Data section:

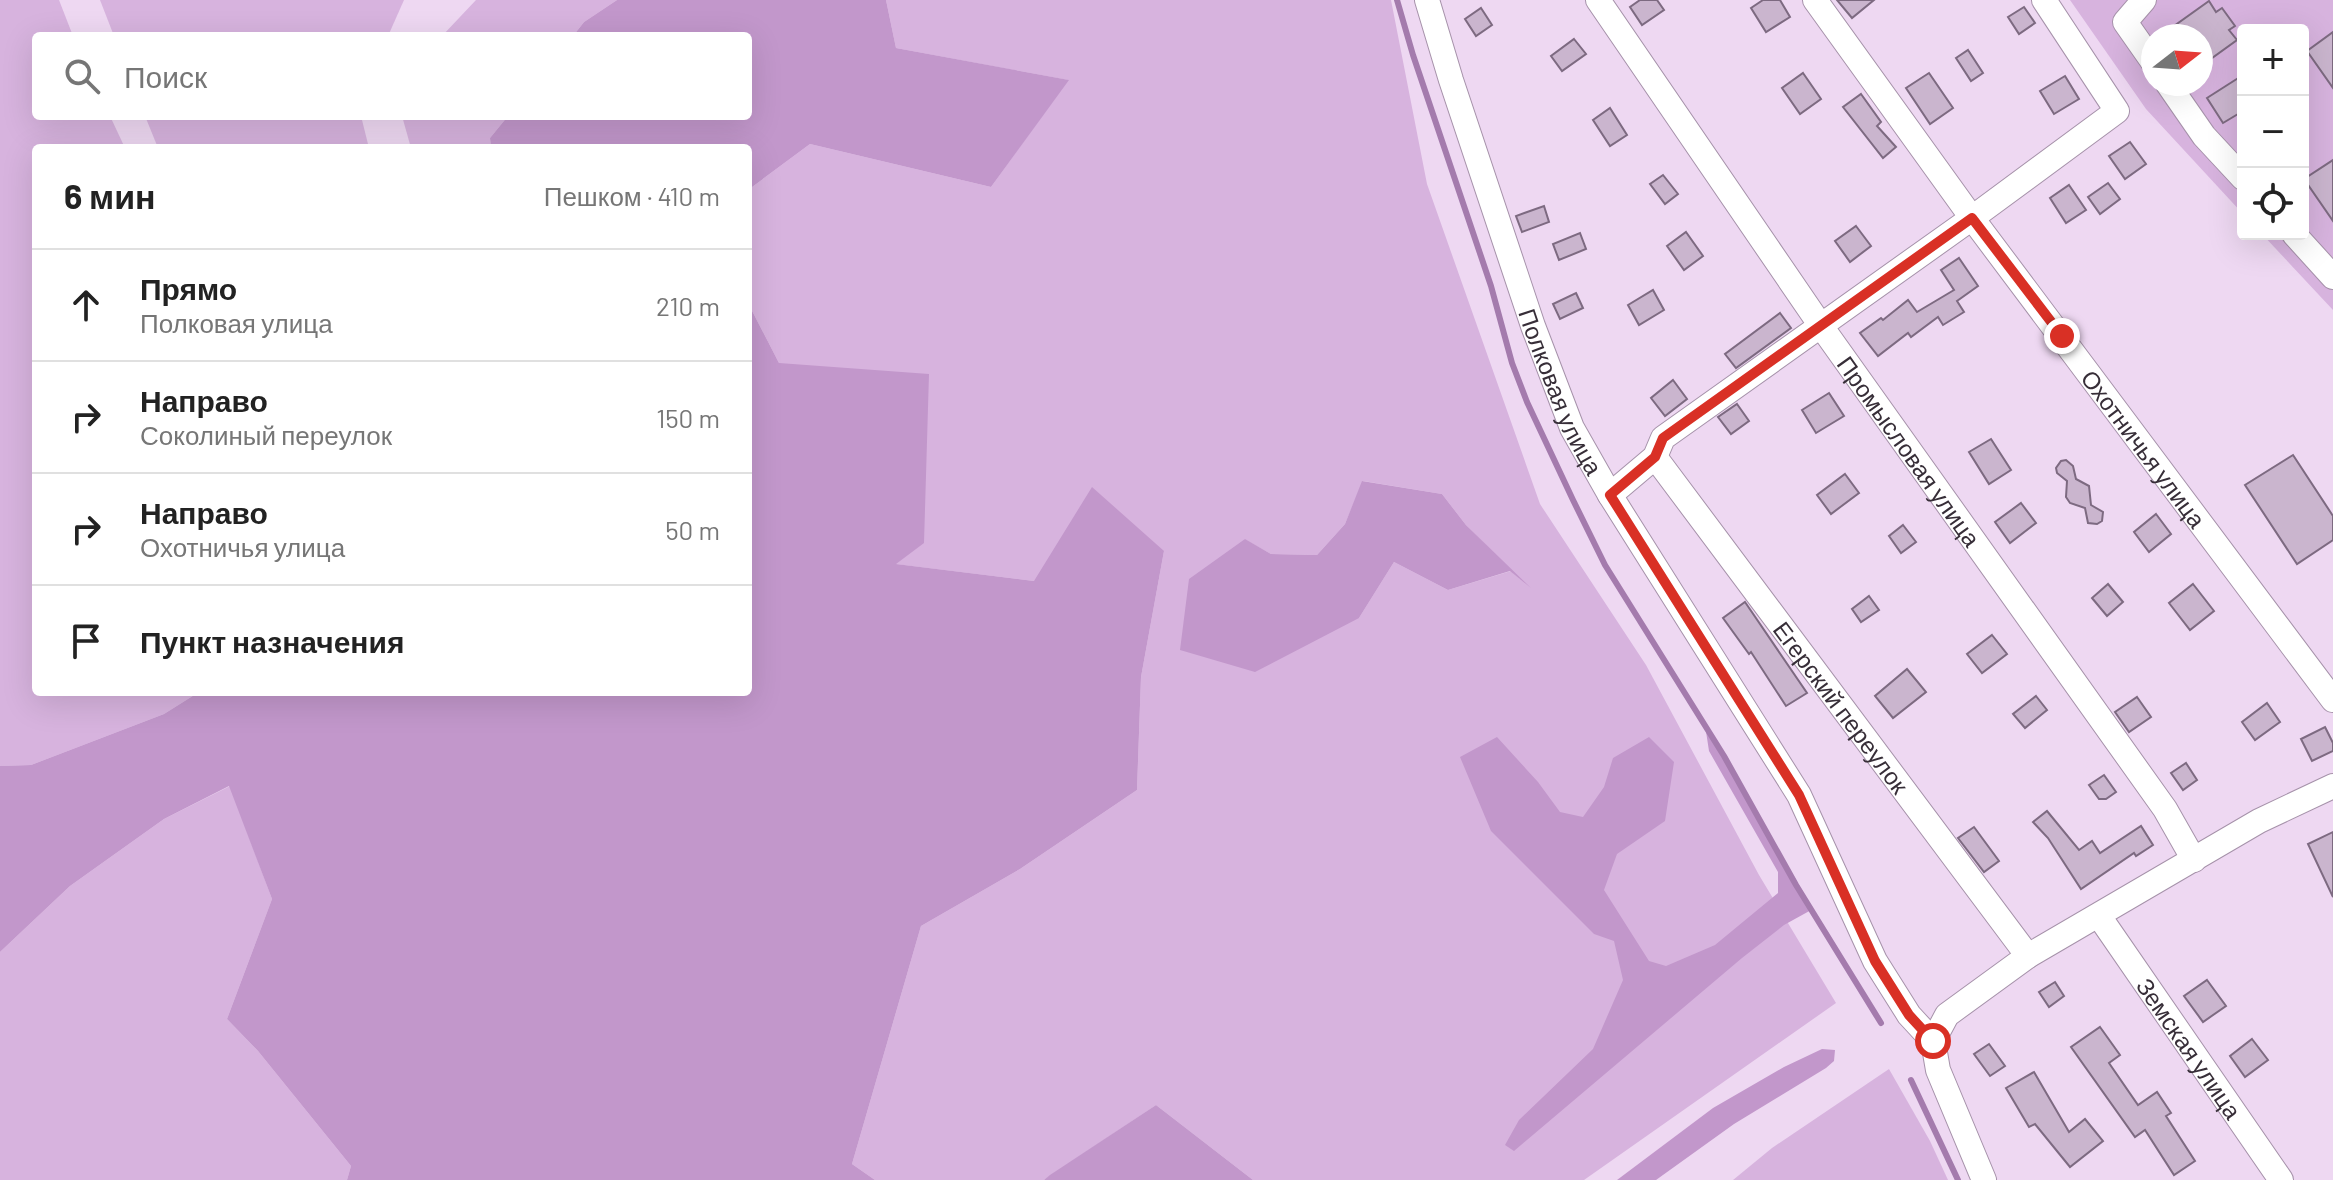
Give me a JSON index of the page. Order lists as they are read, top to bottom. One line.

==

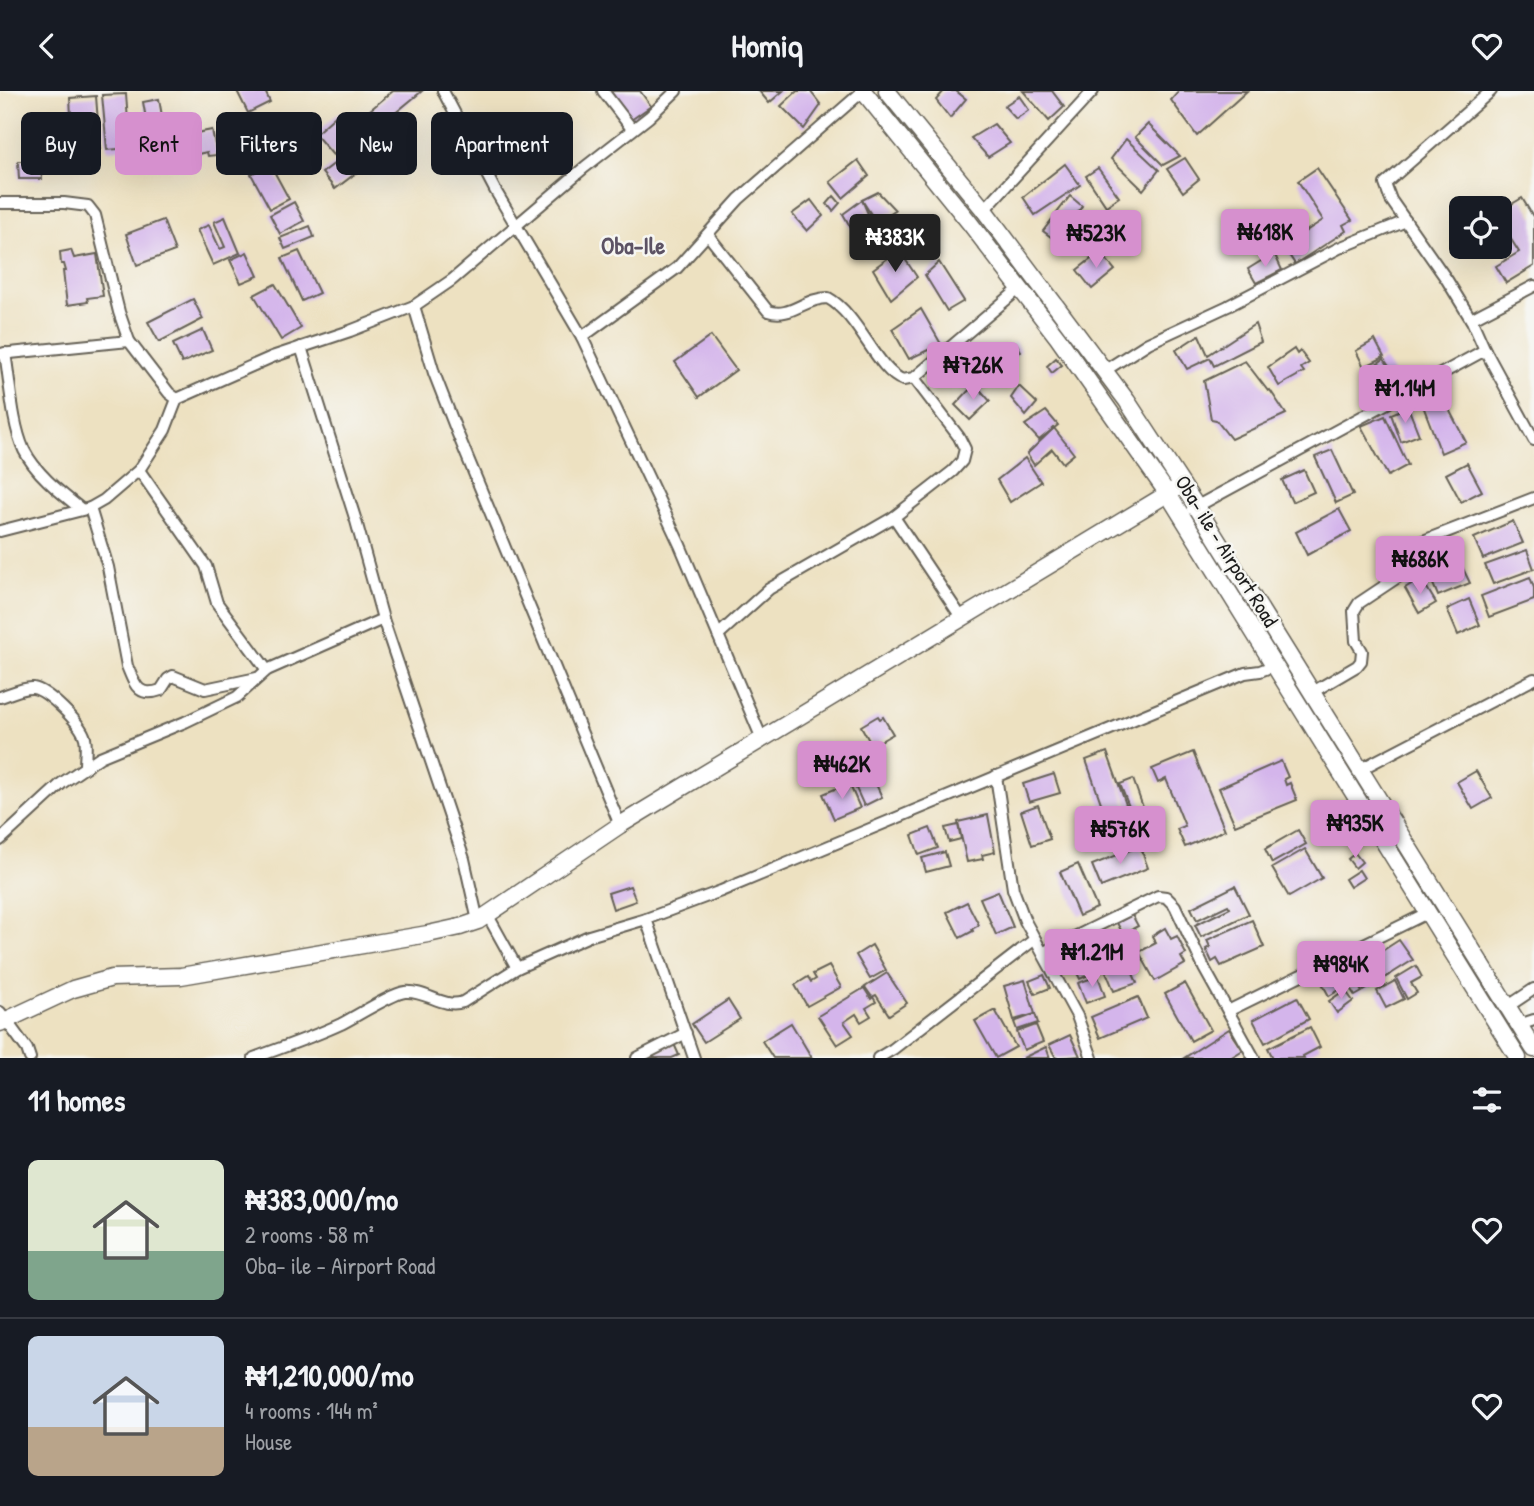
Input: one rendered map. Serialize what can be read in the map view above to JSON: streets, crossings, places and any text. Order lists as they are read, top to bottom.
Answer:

Work to be completed: The string "bottom" may appear in the entries. Say how many lines contain it, as a bare number.

Written answer: 2